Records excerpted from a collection
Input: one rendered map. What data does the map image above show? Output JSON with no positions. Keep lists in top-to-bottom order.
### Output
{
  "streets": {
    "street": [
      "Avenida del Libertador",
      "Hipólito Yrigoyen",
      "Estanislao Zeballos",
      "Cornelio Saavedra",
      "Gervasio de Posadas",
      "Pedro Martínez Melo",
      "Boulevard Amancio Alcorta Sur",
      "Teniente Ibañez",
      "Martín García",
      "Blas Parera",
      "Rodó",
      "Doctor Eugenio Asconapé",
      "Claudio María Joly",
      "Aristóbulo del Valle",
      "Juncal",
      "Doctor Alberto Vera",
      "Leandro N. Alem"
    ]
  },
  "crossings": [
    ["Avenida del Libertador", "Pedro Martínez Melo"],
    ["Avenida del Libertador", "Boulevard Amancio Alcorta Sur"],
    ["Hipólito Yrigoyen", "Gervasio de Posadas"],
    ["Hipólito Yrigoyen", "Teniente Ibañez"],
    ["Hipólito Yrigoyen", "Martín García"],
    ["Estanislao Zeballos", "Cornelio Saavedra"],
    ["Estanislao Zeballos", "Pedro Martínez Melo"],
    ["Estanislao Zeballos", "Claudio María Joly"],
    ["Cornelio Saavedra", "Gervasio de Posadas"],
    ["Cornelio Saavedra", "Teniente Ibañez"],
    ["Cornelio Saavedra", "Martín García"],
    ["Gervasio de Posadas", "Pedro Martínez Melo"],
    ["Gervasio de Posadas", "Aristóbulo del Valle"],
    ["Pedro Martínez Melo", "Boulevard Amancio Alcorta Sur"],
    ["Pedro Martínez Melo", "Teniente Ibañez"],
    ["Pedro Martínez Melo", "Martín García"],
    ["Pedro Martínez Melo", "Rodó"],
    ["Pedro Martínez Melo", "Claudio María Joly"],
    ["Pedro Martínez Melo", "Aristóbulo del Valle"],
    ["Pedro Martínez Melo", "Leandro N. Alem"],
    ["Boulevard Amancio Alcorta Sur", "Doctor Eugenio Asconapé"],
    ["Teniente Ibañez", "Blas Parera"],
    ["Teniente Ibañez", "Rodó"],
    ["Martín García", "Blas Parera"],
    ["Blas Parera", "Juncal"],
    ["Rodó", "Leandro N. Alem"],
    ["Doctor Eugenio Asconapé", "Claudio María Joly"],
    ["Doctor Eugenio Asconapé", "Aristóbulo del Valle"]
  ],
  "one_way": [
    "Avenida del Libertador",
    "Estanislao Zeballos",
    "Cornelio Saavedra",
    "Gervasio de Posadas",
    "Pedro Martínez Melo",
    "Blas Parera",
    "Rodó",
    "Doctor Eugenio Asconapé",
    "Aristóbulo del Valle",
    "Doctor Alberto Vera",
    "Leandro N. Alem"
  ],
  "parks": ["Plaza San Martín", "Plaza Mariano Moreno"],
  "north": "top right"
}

> **WHAT TO WORK ON**:
Write out the entries above once more, without altering anything.

> **FINISHED TASK**:
Input: one rendered map. What data does the map image above show? Output JSON with no positions. Keep lists in top-to-bottom order.
### Output
{
  "streets": {
    "street": [
      "Avenida del Libertador",
      "Hipólito Yrigoyen",
      "Estanislao Zeballos",
      "Cornelio Saavedra",
      "Gervasio de Posadas",
      "Pedro Martínez Melo",
      "Boulevard Amancio Alcorta Sur",
      "Teniente Ibañez",
      "Martín García",
      "Blas Parera",
      "Rodó",
      "Doctor Eugenio Asconapé",
      "Claudio María Joly",
      "Aristóbulo del Valle",
      "Juncal",
      "Doctor Alberto Vera",
      "Leandro N. Alem"
    ]
  },
  "crossings": [
    ["Avenida del Libertador", "Pedro Martínez Melo"],
    ["Avenida del Libertador", "Boulevard Amancio Alcorta Sur"],
    ["Hipólito Yrigoyen", "Gervasio de Posadas"],
    ["Hipólito Yrigoyen", "Teniente Ibañez"],
    ["Hipólito Yrigoyen", "Martín García"],
    ["Estanislao Zeballos", "Cornelio Saavedra"],
    ["Estanislao Zeballos", "Pedro Martínez Melo"],
    ["Estanislao Zeballos", "Claudio María Joly"],
    ["Cornelio Saavedra", "Gervasio de Posadas"],
    ["Cornelio Saavedra", "Teniente Ibañez"],
    ["Cornelio Saavedra", "Martín García"],
    ["Gervasio de Posadas", "Pedro Martínez Melo"],
    ["Gervasio de Posadas", "Aristóbulo del Valle"],
    ["Pedro Martínez Melo", "Boulevard Amancio Alcorta Sur"],
    ["Pedro Martínez Melo", "Teniente Ibañez"],
    ["Pedro Martínez Melo", "Martín García"],
    ["Pedro Martínez Melo", "Rodó"],
    ["Pedro Martínez Melo", "Claudio María Joly"],
    ["Pedro Martínez Melo", "Aristóbulo del Valle"],
    ["Pedro Martínez Melo", "Leandro N. Alem"],
    ["Boulevard Amancio Alcorta Sur", "Doctor Eugenio Asconapé"],
    ["Teniente Ibañez", "Blas Parera"],
    ["Teniente Ibañez", "Rodó"],
    ["Martín García", "Blas Parera"],
    ["Blas Parera", "Juncal"],
    ["Rodó", "Leandro N. Alem"],
    ["Doctor Eugenio Asconapé", "Claudio María Joly"],
    ["Doctor Eugenio Asconapé", "Aristóbulo del Valle"]
  ],
  "one_way": [
    "Avenida del Libertador",
    "Estanislao Zeballos",
    "Cornelio Saavedra",
    "Gervasio de Posadas",
    "Pedro Martínez Melo",
    "Blas Parera",
    "Rodó",
    "Doctor Eugenio Asconapé",
    "Aristóbulo del Valle",
    "Doctor Alberto Vera",
    "Leandro N. Alem"
  ],
  "parks": ["Plaza San Martín", "Plaza Mariano Moreno"],
  "north": "top right"
}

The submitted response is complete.